[Given information Boundary: Start]

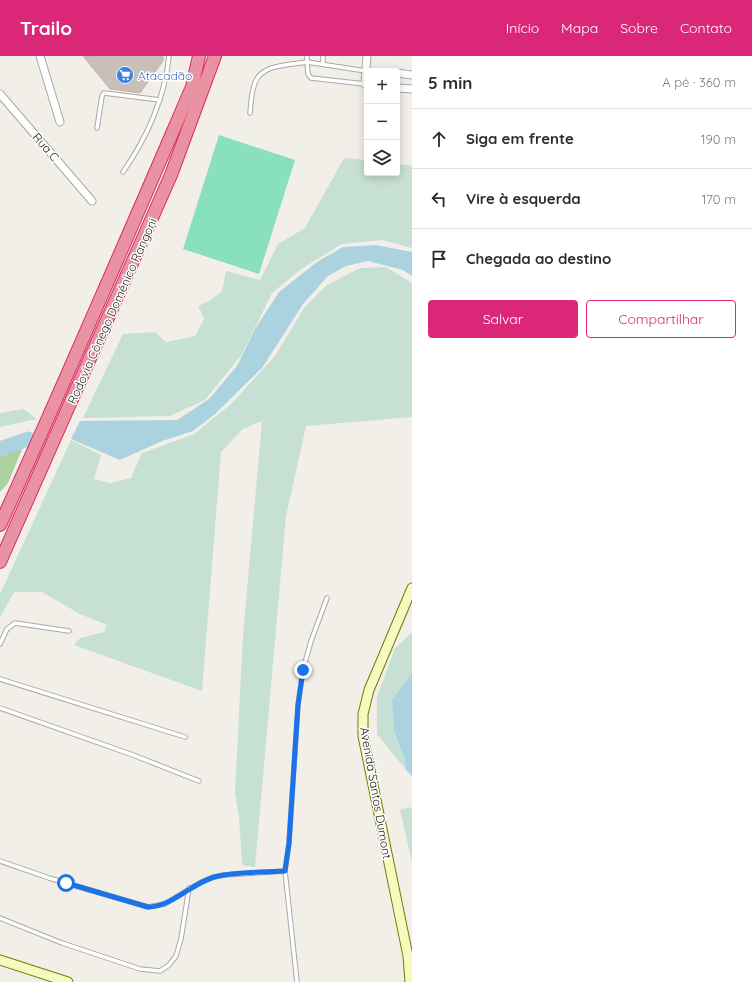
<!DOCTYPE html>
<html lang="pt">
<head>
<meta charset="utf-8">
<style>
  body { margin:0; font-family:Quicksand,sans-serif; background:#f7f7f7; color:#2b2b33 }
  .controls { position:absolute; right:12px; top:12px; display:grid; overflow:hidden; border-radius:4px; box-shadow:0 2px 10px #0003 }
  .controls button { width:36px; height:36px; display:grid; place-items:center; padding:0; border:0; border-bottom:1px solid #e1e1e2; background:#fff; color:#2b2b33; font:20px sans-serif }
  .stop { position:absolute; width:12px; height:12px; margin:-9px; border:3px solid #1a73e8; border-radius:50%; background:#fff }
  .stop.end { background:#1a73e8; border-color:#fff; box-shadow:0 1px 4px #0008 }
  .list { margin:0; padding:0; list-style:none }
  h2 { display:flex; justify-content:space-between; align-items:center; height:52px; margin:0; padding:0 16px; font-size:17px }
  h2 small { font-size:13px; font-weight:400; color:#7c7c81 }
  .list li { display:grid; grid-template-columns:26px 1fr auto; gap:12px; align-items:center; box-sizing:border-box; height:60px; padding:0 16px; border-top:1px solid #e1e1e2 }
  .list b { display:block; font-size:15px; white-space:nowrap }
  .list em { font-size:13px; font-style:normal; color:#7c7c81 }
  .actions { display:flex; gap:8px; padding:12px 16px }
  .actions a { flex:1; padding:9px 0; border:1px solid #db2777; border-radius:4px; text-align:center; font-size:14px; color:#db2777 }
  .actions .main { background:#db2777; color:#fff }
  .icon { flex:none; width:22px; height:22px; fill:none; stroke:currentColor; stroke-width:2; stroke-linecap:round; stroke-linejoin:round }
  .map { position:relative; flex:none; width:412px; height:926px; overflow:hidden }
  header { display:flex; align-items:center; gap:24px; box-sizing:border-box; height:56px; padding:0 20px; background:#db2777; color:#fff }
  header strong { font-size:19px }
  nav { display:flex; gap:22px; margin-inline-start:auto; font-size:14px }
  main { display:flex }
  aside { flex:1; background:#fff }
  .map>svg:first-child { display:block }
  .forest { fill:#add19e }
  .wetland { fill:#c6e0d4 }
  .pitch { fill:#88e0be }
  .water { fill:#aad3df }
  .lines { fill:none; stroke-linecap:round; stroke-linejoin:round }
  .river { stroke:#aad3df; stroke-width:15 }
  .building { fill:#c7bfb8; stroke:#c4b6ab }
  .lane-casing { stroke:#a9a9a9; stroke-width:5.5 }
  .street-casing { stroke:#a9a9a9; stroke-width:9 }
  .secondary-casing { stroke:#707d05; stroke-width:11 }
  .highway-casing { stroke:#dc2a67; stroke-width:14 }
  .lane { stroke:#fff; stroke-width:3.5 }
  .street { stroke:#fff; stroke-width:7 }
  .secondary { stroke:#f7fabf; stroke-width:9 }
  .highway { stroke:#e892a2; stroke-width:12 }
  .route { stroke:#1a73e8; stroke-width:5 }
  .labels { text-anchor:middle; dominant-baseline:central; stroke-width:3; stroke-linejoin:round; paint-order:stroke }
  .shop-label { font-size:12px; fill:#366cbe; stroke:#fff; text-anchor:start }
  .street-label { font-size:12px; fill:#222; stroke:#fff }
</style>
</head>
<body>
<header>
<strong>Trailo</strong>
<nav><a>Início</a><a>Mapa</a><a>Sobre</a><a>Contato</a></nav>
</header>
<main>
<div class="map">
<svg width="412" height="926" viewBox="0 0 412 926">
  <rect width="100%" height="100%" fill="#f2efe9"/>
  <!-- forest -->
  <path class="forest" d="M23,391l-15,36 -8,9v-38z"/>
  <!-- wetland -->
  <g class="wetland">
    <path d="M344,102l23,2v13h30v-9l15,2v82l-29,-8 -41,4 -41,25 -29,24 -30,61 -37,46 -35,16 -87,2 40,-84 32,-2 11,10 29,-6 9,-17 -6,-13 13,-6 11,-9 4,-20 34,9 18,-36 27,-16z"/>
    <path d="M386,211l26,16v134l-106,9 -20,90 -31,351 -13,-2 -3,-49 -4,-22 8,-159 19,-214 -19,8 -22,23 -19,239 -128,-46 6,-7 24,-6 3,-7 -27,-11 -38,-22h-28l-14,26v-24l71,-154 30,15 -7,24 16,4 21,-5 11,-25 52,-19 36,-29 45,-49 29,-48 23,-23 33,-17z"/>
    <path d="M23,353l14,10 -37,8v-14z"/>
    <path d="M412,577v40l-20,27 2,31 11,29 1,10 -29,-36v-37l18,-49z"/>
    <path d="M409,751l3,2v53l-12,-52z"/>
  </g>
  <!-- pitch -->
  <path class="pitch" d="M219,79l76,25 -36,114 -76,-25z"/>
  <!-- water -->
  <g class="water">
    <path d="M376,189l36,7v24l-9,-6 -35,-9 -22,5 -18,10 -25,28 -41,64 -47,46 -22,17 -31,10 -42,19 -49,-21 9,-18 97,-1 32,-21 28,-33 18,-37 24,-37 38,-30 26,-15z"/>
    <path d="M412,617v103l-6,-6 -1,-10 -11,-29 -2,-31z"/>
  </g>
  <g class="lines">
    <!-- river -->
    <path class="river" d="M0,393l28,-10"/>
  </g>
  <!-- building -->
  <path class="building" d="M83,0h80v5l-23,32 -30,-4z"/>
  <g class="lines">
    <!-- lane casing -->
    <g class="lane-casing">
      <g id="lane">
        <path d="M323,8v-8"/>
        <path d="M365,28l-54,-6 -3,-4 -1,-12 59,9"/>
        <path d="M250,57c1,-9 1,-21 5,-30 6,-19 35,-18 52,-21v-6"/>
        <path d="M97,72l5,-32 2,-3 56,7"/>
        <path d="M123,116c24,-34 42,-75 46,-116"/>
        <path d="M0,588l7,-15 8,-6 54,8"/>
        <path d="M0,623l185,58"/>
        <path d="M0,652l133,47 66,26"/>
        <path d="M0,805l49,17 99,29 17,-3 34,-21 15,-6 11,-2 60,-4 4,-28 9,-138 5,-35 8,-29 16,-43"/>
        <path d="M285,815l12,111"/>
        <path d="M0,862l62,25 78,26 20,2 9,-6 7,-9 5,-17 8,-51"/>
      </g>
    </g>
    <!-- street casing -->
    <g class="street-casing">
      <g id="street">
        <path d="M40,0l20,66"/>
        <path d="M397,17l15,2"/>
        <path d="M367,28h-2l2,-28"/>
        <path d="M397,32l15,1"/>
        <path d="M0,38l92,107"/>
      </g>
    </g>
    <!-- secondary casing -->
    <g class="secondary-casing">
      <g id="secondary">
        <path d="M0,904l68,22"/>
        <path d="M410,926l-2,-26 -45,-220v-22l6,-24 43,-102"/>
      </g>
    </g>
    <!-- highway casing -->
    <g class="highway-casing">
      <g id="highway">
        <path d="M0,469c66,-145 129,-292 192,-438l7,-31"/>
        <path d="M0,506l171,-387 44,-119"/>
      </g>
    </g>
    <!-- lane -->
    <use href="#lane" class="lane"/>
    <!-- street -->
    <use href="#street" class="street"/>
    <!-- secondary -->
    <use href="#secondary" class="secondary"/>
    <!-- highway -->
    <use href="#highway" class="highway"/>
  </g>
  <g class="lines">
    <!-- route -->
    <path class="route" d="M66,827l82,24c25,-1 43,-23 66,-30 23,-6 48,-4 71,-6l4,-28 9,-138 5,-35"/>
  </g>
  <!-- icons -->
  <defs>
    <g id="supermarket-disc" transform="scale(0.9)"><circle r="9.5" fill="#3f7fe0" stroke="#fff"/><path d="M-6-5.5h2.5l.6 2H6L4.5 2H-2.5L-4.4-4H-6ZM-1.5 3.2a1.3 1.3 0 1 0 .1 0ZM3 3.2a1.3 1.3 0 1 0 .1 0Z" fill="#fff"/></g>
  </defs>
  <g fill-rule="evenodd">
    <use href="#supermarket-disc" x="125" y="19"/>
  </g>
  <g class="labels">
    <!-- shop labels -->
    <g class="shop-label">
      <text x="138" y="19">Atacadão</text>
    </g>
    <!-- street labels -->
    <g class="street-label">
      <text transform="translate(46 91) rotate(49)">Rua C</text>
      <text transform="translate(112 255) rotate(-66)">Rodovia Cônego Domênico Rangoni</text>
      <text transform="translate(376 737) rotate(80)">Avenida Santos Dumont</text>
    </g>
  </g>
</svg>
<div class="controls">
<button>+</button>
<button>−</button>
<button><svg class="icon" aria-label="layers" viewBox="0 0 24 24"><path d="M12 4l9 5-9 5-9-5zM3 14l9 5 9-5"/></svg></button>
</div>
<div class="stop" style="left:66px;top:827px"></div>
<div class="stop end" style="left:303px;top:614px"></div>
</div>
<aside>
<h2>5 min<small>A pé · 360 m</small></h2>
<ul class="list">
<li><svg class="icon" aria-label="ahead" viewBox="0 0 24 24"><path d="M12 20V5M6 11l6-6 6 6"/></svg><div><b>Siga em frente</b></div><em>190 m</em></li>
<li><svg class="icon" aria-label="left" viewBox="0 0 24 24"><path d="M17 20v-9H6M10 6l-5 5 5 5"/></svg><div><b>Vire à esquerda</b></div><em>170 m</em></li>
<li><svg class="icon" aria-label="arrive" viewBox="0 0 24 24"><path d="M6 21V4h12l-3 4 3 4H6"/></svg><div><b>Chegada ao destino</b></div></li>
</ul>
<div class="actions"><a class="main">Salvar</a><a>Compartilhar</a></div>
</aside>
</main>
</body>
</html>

[Given information Boundary: End]

**Exercise objective**.
Going through the records above, count the lines that hold "radius" and answer with the count alone.

**Result for this exercise**.
3